The truth is, and I won’t make a penny by telling you this, sometimes things are over, done and gone.

To embrace that they are over may mean standing in the ashes.  Sometimes the standing is not enough — you have to really get down and dirty and cover yourself with the evidence of the end.  I’m not sure it means you want to be sad forever, or that you are at some kind of fault for needing to grieve and to feel.  I think Finley implies a weakness in covering oneself with grief.  He might grow a bit on his self-realized path if he had tea with Joan Didion, and let her do some realizing with him.  There is no absence of strength in this woman.

My posts are slowed this month as I work with other writers who are developing Essays on Childhood.  I am drawn to headlines and references that speak to the personal narrative, and to the process of standing in the ashes.  Just this past weekend in my local paper there was a profile of Jane Congdon whose book, It Started With Dracula: The Count, My Mother and Me explores the author’s decades-long fascination with vampires.

Only on a trip to Romania, where the landscape of rivers and mountains triggered her childhood memories in Glen Ferris, West Virginia, did she make a life-changing connection to her mother’s alcoholism.

“All I wanted to do was see the land of Dracula and write about it, like a travel essay.
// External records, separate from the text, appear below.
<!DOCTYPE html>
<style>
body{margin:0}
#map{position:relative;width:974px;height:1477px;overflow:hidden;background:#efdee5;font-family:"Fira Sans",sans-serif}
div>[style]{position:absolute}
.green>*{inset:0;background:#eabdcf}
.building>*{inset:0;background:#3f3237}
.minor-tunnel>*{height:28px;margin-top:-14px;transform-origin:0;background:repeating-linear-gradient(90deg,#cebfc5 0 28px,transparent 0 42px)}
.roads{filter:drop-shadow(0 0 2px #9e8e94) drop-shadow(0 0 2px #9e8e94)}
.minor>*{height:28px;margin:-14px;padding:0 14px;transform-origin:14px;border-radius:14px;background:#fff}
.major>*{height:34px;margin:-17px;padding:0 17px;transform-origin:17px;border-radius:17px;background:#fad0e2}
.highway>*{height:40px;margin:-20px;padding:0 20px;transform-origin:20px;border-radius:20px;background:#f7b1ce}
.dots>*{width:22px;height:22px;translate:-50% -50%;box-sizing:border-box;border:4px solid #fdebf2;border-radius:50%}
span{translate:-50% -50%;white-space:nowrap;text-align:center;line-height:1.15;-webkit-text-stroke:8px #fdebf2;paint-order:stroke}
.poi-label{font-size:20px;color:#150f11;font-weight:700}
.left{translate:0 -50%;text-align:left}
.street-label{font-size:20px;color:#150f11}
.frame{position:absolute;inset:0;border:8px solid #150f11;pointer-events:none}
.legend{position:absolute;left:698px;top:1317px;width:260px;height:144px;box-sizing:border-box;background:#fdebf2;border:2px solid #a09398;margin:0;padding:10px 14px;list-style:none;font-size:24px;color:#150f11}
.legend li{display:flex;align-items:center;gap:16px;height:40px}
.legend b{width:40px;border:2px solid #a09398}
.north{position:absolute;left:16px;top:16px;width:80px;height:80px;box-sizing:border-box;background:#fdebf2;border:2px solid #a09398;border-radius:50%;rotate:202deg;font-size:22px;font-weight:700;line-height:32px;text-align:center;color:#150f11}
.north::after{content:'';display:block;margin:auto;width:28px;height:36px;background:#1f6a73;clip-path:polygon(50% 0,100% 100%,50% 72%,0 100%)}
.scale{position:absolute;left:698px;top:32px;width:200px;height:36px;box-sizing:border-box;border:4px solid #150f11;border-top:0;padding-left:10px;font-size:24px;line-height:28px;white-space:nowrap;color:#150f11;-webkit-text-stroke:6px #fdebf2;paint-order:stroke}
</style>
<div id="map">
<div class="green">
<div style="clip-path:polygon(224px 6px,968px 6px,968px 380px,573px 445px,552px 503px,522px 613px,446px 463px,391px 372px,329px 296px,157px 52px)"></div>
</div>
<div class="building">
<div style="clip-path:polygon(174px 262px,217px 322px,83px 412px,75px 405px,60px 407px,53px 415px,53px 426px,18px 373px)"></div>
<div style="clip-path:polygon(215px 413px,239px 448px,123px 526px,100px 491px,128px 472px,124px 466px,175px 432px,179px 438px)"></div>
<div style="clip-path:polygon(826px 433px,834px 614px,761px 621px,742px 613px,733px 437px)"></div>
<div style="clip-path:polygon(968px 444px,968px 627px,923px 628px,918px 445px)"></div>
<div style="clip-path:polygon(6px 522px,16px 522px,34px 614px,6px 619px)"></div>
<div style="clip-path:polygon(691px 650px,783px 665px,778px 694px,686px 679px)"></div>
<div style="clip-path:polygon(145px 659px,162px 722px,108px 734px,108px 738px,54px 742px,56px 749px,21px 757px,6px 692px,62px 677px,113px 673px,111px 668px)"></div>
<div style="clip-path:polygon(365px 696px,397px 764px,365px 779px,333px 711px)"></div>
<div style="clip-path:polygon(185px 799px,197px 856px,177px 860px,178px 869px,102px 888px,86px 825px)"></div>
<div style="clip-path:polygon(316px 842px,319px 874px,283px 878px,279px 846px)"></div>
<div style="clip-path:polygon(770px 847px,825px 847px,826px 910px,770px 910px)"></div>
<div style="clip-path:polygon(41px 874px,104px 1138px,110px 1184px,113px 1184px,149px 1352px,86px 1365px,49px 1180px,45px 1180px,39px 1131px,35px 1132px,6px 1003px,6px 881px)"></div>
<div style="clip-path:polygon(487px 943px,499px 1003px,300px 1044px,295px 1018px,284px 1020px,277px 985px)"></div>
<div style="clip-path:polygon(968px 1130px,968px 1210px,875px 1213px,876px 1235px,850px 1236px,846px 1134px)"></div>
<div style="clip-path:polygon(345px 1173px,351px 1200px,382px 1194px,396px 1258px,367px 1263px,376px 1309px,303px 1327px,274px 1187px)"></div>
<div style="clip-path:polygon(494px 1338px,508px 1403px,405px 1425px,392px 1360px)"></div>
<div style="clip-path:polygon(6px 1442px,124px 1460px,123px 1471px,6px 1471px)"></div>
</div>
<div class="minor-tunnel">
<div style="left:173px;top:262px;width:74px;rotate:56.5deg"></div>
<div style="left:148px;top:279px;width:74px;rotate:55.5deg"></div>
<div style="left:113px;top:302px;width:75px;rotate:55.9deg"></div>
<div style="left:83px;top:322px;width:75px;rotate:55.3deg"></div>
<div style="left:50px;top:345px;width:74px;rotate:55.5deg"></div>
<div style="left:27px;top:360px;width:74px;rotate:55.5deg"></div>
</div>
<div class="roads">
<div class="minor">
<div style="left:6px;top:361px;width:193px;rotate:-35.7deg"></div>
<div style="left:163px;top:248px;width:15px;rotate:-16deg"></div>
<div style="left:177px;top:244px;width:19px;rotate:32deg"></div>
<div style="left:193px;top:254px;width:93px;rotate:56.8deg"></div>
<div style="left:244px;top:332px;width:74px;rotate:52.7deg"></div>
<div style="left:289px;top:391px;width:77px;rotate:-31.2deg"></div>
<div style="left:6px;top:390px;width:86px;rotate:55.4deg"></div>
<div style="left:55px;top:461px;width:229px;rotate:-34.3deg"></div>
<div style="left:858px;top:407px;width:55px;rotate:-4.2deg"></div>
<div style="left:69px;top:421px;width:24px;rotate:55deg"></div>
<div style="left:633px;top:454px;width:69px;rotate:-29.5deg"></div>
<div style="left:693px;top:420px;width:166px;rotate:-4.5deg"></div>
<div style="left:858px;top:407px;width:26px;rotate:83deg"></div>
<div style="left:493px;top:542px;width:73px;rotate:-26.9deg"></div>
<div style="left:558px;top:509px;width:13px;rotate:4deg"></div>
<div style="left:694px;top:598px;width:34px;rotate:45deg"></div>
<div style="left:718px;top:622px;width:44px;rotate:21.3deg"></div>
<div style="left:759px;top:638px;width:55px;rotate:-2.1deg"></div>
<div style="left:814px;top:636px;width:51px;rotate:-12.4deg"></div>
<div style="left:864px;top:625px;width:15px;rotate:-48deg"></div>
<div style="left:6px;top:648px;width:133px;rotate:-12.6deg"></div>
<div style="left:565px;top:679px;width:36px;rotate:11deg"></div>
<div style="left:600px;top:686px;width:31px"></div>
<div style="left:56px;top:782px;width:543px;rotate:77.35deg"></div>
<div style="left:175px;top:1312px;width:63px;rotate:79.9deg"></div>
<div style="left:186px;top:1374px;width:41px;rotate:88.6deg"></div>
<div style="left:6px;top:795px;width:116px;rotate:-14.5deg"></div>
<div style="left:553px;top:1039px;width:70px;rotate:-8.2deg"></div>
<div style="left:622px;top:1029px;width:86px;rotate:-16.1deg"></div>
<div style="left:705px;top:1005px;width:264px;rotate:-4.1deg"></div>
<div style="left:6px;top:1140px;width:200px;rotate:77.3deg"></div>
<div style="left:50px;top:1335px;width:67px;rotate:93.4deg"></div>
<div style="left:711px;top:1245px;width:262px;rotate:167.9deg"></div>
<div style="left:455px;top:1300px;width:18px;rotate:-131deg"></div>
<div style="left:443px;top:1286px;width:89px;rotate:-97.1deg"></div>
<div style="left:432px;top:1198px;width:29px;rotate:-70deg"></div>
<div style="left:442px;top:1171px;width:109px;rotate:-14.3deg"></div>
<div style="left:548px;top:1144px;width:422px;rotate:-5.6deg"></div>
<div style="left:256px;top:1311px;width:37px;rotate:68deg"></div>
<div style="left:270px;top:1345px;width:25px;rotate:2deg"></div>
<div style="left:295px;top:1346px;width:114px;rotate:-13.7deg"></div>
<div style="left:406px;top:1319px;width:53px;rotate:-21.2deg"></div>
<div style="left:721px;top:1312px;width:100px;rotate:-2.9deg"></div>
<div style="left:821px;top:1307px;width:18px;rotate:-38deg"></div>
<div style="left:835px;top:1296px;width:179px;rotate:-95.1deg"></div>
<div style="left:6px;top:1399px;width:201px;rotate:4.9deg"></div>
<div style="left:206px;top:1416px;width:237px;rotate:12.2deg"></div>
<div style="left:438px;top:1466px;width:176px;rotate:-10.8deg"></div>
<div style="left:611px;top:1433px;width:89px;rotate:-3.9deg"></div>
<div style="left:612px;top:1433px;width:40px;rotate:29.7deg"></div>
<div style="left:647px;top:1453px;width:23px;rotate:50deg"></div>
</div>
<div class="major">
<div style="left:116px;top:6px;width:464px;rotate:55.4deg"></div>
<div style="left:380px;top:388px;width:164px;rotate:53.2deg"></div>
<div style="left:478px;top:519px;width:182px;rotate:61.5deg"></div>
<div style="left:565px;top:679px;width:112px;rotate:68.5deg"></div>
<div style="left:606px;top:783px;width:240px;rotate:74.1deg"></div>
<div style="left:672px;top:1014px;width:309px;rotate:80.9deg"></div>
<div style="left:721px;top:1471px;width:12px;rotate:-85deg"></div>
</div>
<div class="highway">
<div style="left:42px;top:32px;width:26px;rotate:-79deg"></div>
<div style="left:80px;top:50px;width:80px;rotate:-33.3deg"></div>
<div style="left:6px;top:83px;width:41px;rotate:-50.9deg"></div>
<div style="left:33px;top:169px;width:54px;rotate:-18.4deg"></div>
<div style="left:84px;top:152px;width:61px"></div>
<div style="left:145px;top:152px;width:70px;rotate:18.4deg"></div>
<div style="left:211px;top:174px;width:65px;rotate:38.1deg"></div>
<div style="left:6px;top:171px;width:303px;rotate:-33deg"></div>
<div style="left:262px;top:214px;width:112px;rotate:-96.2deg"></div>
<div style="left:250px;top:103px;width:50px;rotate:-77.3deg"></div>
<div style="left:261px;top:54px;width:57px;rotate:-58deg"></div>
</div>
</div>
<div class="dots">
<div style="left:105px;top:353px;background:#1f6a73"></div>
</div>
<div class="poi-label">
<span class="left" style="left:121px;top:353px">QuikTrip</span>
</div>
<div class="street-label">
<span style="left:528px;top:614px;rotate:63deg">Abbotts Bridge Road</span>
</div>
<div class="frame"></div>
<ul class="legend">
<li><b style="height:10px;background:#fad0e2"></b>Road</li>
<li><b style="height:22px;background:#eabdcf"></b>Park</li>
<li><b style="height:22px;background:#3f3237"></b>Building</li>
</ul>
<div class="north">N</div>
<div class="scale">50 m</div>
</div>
I wasn’t going to write about my mother. I had opened my mind, and when I did, all those memories came back.

“I made the connection that some people are monsters. I couldn’t have told you why I liked Dracula, but the resemblance started to come to me — the mother with an unending thirst and a vampire with an unending thirst, and mountains and rivers. It just started to jell. It’s interesting how it started out to be a simple travel issue and turned out to be a parallel of my life with something I never connected to it. I loved Dracula, and all this was going on with Mom.”
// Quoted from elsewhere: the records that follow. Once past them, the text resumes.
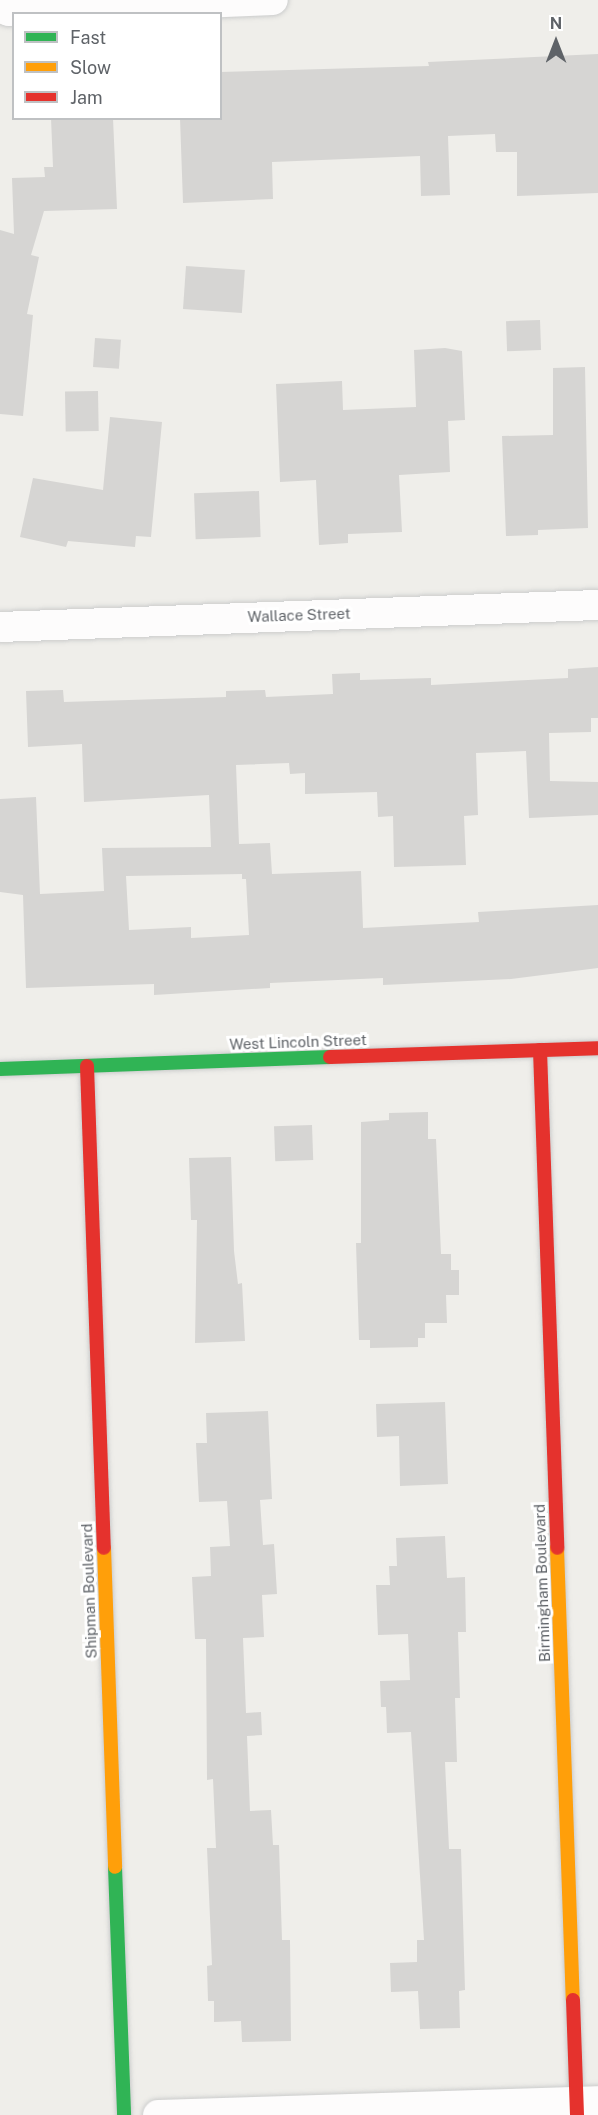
<!DOCTYPE html>
<html>
<head>
<meta charset="utf-8">
<style>
  body { margin:0 }
  #map { position:relative; width:598px; height:2115px; overflow:hidden; background:#efeeea; font-family:"Public Sans",sans-serif }
  div>[style] { position:absolute }
  [style*='--x'] { left:calc(var(--x)*1px); top:calc(var(--y)*1px); width:calc(var(--w)*1px); rotate:calc(var(--a)*1deg) }
  .building>* { inset:0; background:#d6d5d3; transform-origin:0 0 }
  .roads { filter:drop-shadow(0 0 2px #cbcccc) drop-shadow(0 0 2px #cbcccc) }
  .street>* { height:30px; margin:-15px; padding:0 15px; transform-origin:15px; border-radius:15px; background:#fdfcfc }
  .fast>* { height:14px; margin:-7px; padding:0 7px; transform-origin:7px; border-radius:7px; background:#30b455 }
  .slow>* { height:14px; margin:-7px; padding:0 7px; transform-origin:7px; border-radius:7px; background:#ff9f0a }
  .jam>* { height:14px; margin:-7px; padding:0 7px; transform-origin:7px; border-radius:7px; background:#e5322d }
  span { translate:-50% -50%; white-space:nowrap; text-align:center; line-height:1.15; -webkit-text-stroke:6px #fff; paint-order:stroke }
  .street-label { font-size:15px; color:#5f6368 }
  .legend { position:absolute; left:12px; top:12px; width:210px; height:108px; box-sizing:border-box; background:#fff; border:2px solid #bfc1c3; margin:0; padding:8px 10px; list-style:none; font-size:18px; color:#5f6368 }
  .legend li { display:flex; align-items:center; gap:12px; height:30px }
  .legend b { width:30px; border:2px solid #bfc1c3 }
  .north { position:absolute; left:526px; top:12px; width:60px; height:60px; -webkit-text-stroke:4px #fff; paint-order:stroke; rotate:0deg; font-size:16px; font-weight:700; line-height:24px; text-align:center; color:#5f6368 }
  .north::after { content:''; display:block; margin:auto; width:21px; height:27px; background:#5f6368; clip-path:polygon(50% 0,100% 100%,50% 72%,0 100%) }
</style>
</head>
<body>
<div id="map">
  <div class="building">
    <i style="clip-path:polygon(598px 54px,598px 193px,517px 196px,517px 152px,496px 152px,495px 134px,448px 136px,450px 195px,421px 196px,420px 156px,272px 162px,273px 199px,183px 203px,180px 118px,220px 118px,220px 72px,429px 66px,428px 62px)"></i>
    <i style="clip-path:polygon(51px 118px,113px 118px,117px 209px,44px 211px,31px 255px,39px 257px,27px 314px,33px 315px,23px 416px,0 414px,0 230px,14px 234px,12px 178px,45px 177px,44px 167px,53px 167px)"></i>
    <i style="left:186px;top:266px;width:59px;height:43px;rotate:4deg"></i>
    <i style="left:540px;top:320px;width:30px;height:34px;rotate:88deg"></i>
    <i style="left:95px;top:338px;width:26px;height:29px;rotate:4deg"></i>
    <i style="clip-path:polygon(445px 348px,462px 351px,465px 420px,448px 421px,450px 472px,399px 475px,402px 532px,348px 534px,348px 543px,319px 545px,316px 480px,280px 482px,276px 384px,342px 381px,343px 410px,416px 407px,414px 350px)"></i>
    <i style="clip-path:polygon(585px 367px,588px 528px,538px 530px,538px 535px,506px 536px,502px 436px,553px 435px,553px 368px)"></i>
    <i style="left:98px;top:391px;width:40px;height:33px;rotate:89deg"></i>
    <i style="clip-path:polygon(110px 417px,162px 422px,151px 537px,136px 536px,135px 547px,68px 541px,66px 547px,20px 537px,33px 478px,103px 490px)"></i>
    <i style="left:259px;top:491px;width:46px;height:65px;rotate:88deg"></i>
    <i style="clip-path:polygon(evenodd,598px 667px,598px 718px,591px 718px,591px 732px,549px 733px,550px 781px,598px 782px,598px 815px,529px 818px,526px 751px,476px 753px,478px 815px,464px 816px,466px 865px,394px 867px,393px 816px,378px 817px,377px 792px,305px 794px,305px 773px,290px 774px,289px 763px,236px 765px,239px 844px,270px 843px,272px 874px,361px 871px,363px 928px,479px 922px,478px 912px,598px 905px,598px 968px,511px 979px,383px 985px,383px 978px,270px 983px,270px 988px,154px 995px,154px 984px,26px 988px,23px 895px,0 892px,0 799px,36px 797px,40px 894px,104px 891px,102px 848px,211px 847px,209px 795px,84px 802px,82px 744px,28px 747px,26px 691px,63px 690px,64px 702px,226px 697px,226px 691px,265px 690px,266px 697px,333px 694px,332px 674px,360px 673px,360px 680px,431px 678px,431px 685px,568px 678px,568px 669px,598px 667px,242px 874px,242px 879px,246px 879px,249px 935px,191px 938px,191px 927px,129px 930px,126px 876px,242px 874px)"></i>
    <i style="clip-path:polygon(428px 1112px,428px 1139px,436px 1139px,441px 1254px,451px 1254px,451px 1270px,459px 1270px,459px 1295px,446px 1295px,447px 1323px,425px 1323px,425px 1338px,418px 1338px,418px 1347px,370px 1348px,370px 1340px,359px 1340px,356px 1243px,361px 1243px,361px 1122px,389px 1120px,389px 1113px)"></i>
    <i style="left:312px;top:1125px;width:35px;height:38px;rotate:88deg"></i>
    <i style="clip-path:polygon(231px 1157px,234px 1251px,238px 1284px,242px 1283px,245px 1341px,195px 1343px,197px 1220px,191px 1220px,189px 1158px)"></i>
    <i style="clip-path:polygon(445px 1402px,448px 1484px,400px 1486px,399px 1436px,377px 1437px,376px 1404px)"></i>
    <i style="clip-path:polygon(268px 1411px,272px 1499px,260px 1500px,263px 1545px,274px 1544px,277px 1594px,262px 1595px,264px 1637px,243px 1638px,246px 1713px,261px 1712px,262px 1735px,247px 1736px,250px 1811px,271px 1810px,273px 1845px,279px 1845px,282px 1940px,290px 1940px,291px 2041px,242px 2042px,241px 2021px,214px 2022px,214px 2001px,208px 2001px,207px 1966px,212px 1965px,207px 1848px,216px 1848px,213px 1779px,207px 1780px,206px 1639px,195px 1639px,192px 1577px,211px 1576px,210px 1547px,230px 1546px,227px 1501px,199px 1502px,196px 1443px,207px 1443px,206px 1413px)"></i>
    <i style="clip-path:polygon(445px 1536px,447px 1578px,465px 1577px,466px 1632px,458px 1632px,460px 1698px,455px 1698px,457px 1762px,445px 1762px,449px 1849px,461px 1849px,465px 1990px,459px 1991px,460px 2028px,420px 2029px,418px 1991px,391px 1992px,390px 1963px,417px 1962px,417px 1940px,424px 1940px,411px 1732px,387px 1733px,386px 1707px,381px 1707px,380px 1681px,410px 1680px,408px 1634px,378px 1635px,376px 1585px,390px 1585px,389px 1566px,397px 1566px,396px 1538px)"></i>
  </div>
  <div class="roads">
    <div class="street">
      <i style="--x:0;--y:8;--w:9;--a:18"></i>
      <i style="--x:9;--y:11;--w:264;--a:-2.4"></i>
      <i style="--x:0;--y:627;--w:598;--a:-2.11"></i>
      <i style="--x:158;--y:2115;--w:440;--a:-1.8"></i>
    </div>
    <div class="fast">
      <i style="--x:0;--y:1069;--w:330;--a:-2.1"></i>
      <i style="--x:115;--y:1867;--w:248;--a:87.9"></i>
    </div>
    <div class="slow">
      <i style="--x:104;--y:1548;--w:319;--a:88"></i>
      <i style="--x:557;--y:1548;--w:452;--a:88"></i>
    </div>
    <div class="jam">
      <i style="--x:540;--y:1050;--w:498;--a:88"></i>
      <i style="--x:330;--y:1057;--w:268;--a:-1.9"></i>
      <i style="--x:87;--y:1066;--w:482;--a:88"></i>
      <i style="--x:573;--y:2000;--w:115;--a:88"></i>
    </div>
  </div>
  <div class="street-label">
    <span style="left:299px;top:615px;rotate:-2deg">Wallace Street</span>
    <span style="left:298px;top:1042px;rotate:-2deg">West Lincoln Street</span>
    <span style="left:542px;top:1583px;rotate:-92deg">Birmingham Boulevard</span>
    <span style="left:89px;top:1591px;rotate:-92deg">Shipman Boulevard</span>
  </div>
  <ul class="legend">
  <li><b style="height:8px;background:#30b455"></b>Fast</li>
  <li><b style="height:8px;background:#ff9f0a"></b>Slow</li>
  <li><b style="height:8px;background:#e5322d"></b>Jam</li>
  </ul>
  <div class="north">N</div>
</div>
</body>
</html>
You can write as an observer without being willing to embrace the human experience.  I think you can write excellent technical manuals, website content, textbooks or even some pieces of journalism.  But literature requires a process with levels of vulnerability and complexity that is different and often scorned, and we should support those who are willing to engage that process if we don’t want to lose an entire generation of readers and writers to self-help books.

The phoenix is a sacred creature in multiple cultures, but not yet in North America.  Maybe one day, it will be sacred here.

I hope it’s holding a pen.

Phoenix depicted in the book of mythological creatures by F.J. Bertuch (1747-1822).

Most beings spring from other individuals; but there is a certain kind which reproduces itself. The Assyrians call it the Phoenix. It does not live on fruit or flowers, but on frankincense and odoriferous gums. When it has lived five hundred years, it builds itself a nest in the branches of an oak, or on the top of a palm tree. In this it collects cinnamon, and spikenard, and myrrh, and of these materials builds a pile on which it deposits itself, and dying, breathes out its last breath amidst odors. From the body of the parent bird, a young Phoenix issues forth, destined to live as long a life as its predecessor. When this has grown up and gained sufficient strength, it lifts its nest from the tree (its own cradle and its parent’s sepulchre), and carries it to the city of Heliopolis in Egypt, and deposits it in the temple of the Sun (from the Roman poet Ovid).